[Data in this exercise Boundary: Start]
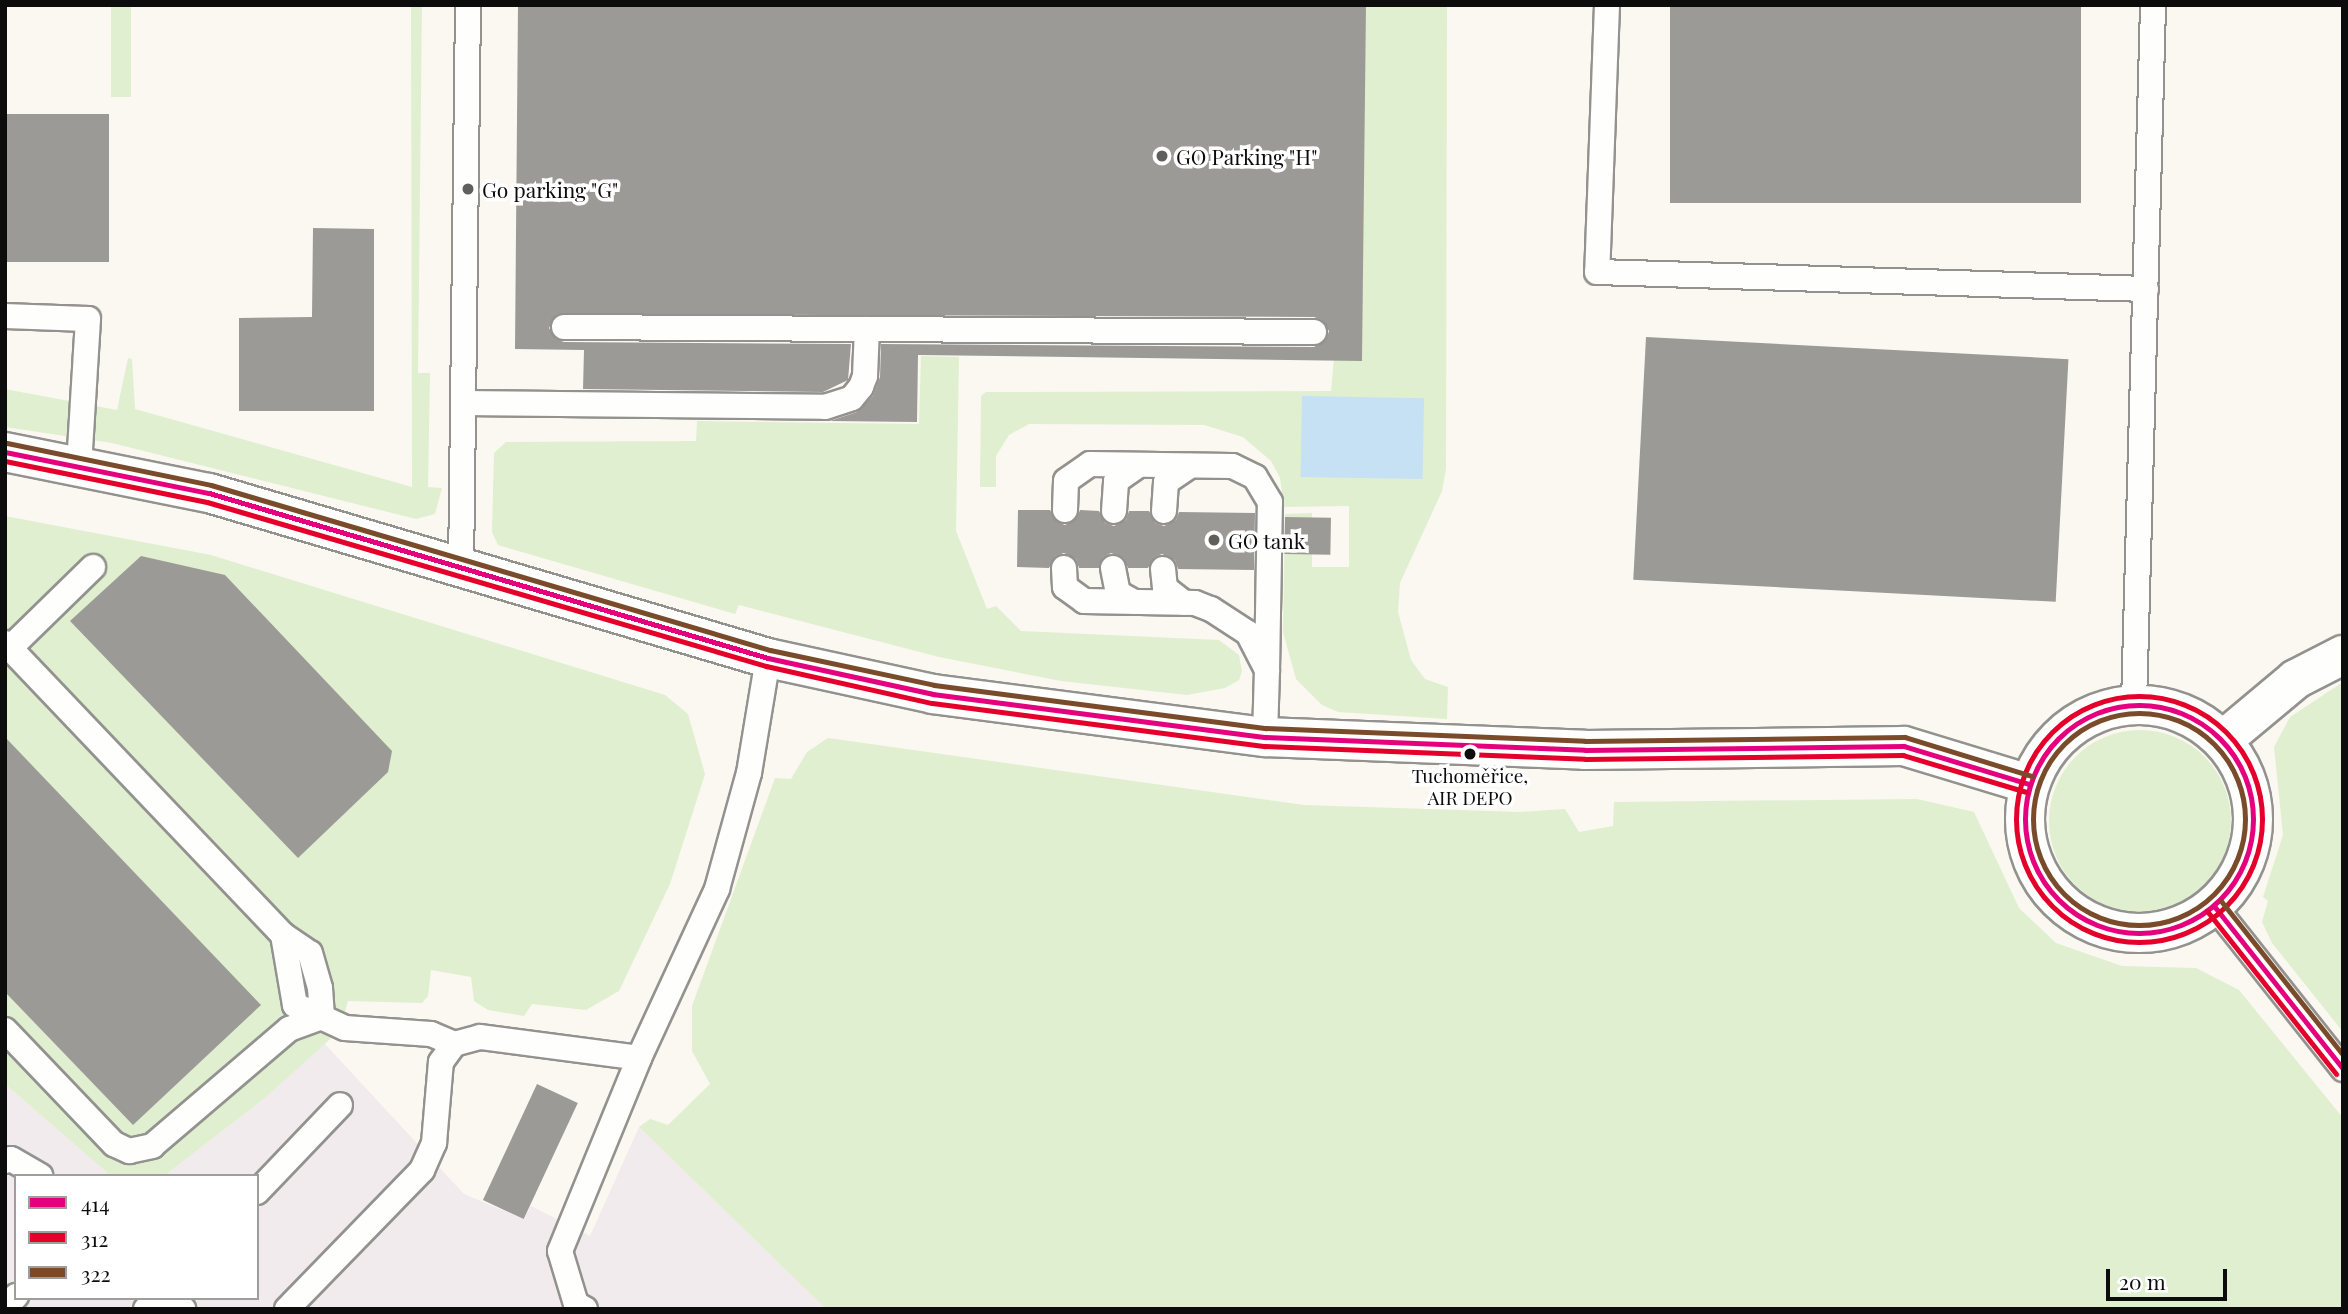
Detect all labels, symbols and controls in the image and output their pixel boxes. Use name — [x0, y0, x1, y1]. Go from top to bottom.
place label: GO Parking "H" — [1176, 143, 1318, 169]
marker: GO Parking "H" — [1154, 148, 1170, 164]
place label: Go parking "G" — [482, 176, 619, 202]
marker: Go parking "G" — [460, 181, 476, 197]
place label: GO tank — [1228, 527, 1306, 553]
marker: GO tank — [1206, 532, 1222, 548]
marker: Tuchoměřice, AIR DEPO — [1463, 747, 1477, 761]
place label: Tuchoměřice, AIR DEPO — [1412, 765, 1528, 809]
legend — [14, 1174, 259, 1300]
text: 414 — [81, 1189, 110, 1217]
text: 312 — [81, 1224, 108, 1252]
scale bar — [2110, 1254, 2231, 1298]
text: 322 — [81, 1259, 111, 1287]
text: 20 m — [2119, 1267, 2166, 1295]

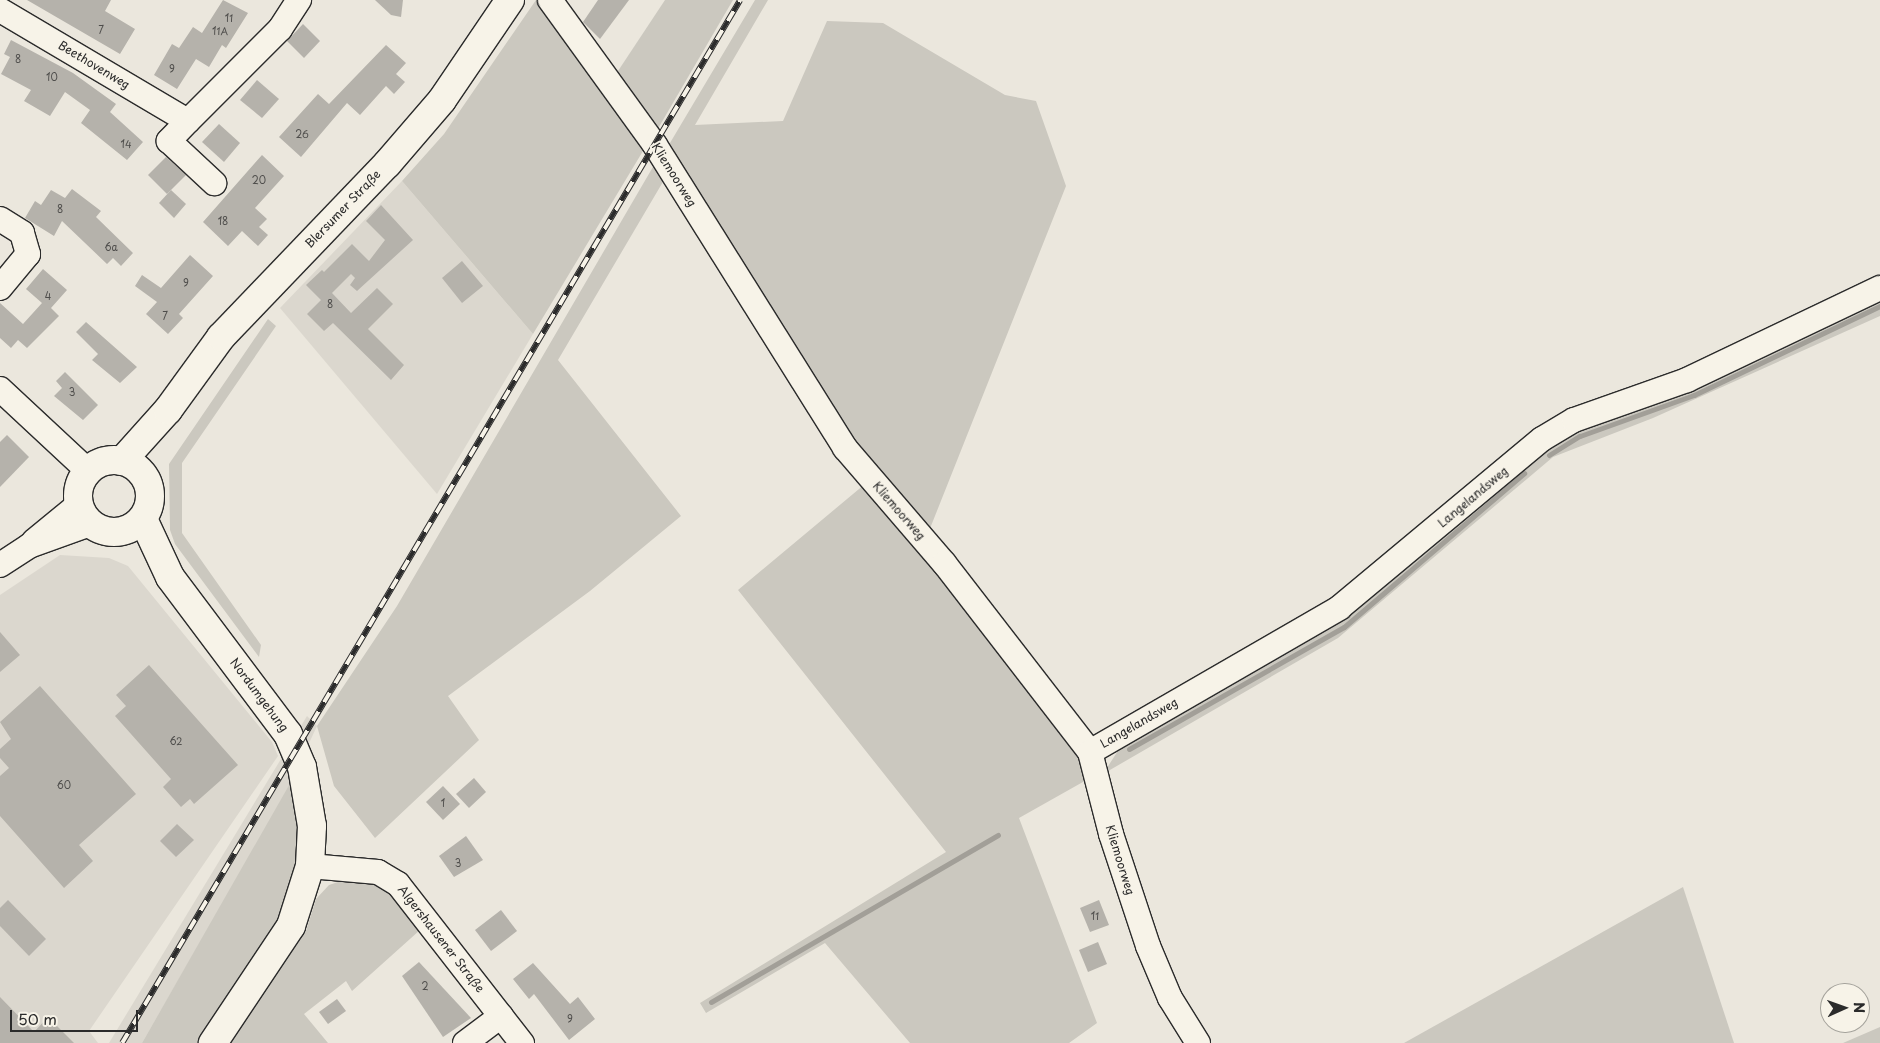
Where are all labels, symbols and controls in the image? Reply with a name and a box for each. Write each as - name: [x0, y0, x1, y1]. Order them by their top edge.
- house number: 11: [225, 12, 233, 24]
- house number: 7: [98, 24, 104, 36]
- house number: 11A: [212, 25, 228, 37]
- street label: Beethovenweg: [56, 38, 132, 92]
- house number: 8: [15, 53, 21, 65]
- house number: 9: [169, 63, 175, 75]
- house number: 10: [46, 71, 58, 83]
- house number: 26: [295, 128, 309, 140]
- house number: 14: [120, 138, 132, 150]
- street label: Kliemoorweg: [649, 140, 699, 210]
- street label: Blersumer Straße: [302, 167, 384, 251]
- house number: 20: [252, 174, 266, 186]
- house number: 8: [57, 203, 63, 215]
- house number: 18: [218, 215, 228, 227]
- house number: 6a: [104, 241, 118, 253]
- house number: 9: [183, 277, 189, 289]
- house number: 4: [45, 290, 51, 302]
- house number: 8: [327, 298, 333, 310]
- house number: 7: [162, 310, 168, 322]
- house number: 3: [69, 386, 75, 398]
- street label: Langelandsweg: [1435, 463, 1511, 531]
- street label: Kliemoorweg: [870, 479, 928, 543]
- street label: Nordumgehung: [227, 655, 291, 735]
- street label: Langelandsweg: [1098, 695, 1180, 751]
- house number: 62: [169, 735, 183, 747]
- house number: 60: [57, 779, 71, 791]
- house number: 1: [441, 797, 445, 809]
- street label: Kliemoorweg: [1102, 823, 1138, 897]
- house number: 3: [455, 857, 461, 869]
- street label: Algershausener Straße: [394, 882, 488, 996]
- house number: 11: [1091, 910, 1099, 922]
- house number: 2: [421, 980, 429, 992]
- north arrow: [1820, 983, 1870, 1033]
- scale bar: [12, 1000, 140, 1032]
- text: N: [1849, 1002, 1870, 1013]
- text: 50 m: [18, 1007, 57, 1030]
- house number: 9: [567, 1013, 573, 1025]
[Data in this exercise Boundary: End]
- Directions for this task -
The lines you need are those holding the word "Kliemoorweg"; copy each of them from the material above.

- Task output -
- street label: Kliemoorweg: [649, 140, 699, 210]
- street label: Kliemoorweg: [870, 479, 928, 543]
- street label: Kliemoorweg: [1102, 823, 1138, 897]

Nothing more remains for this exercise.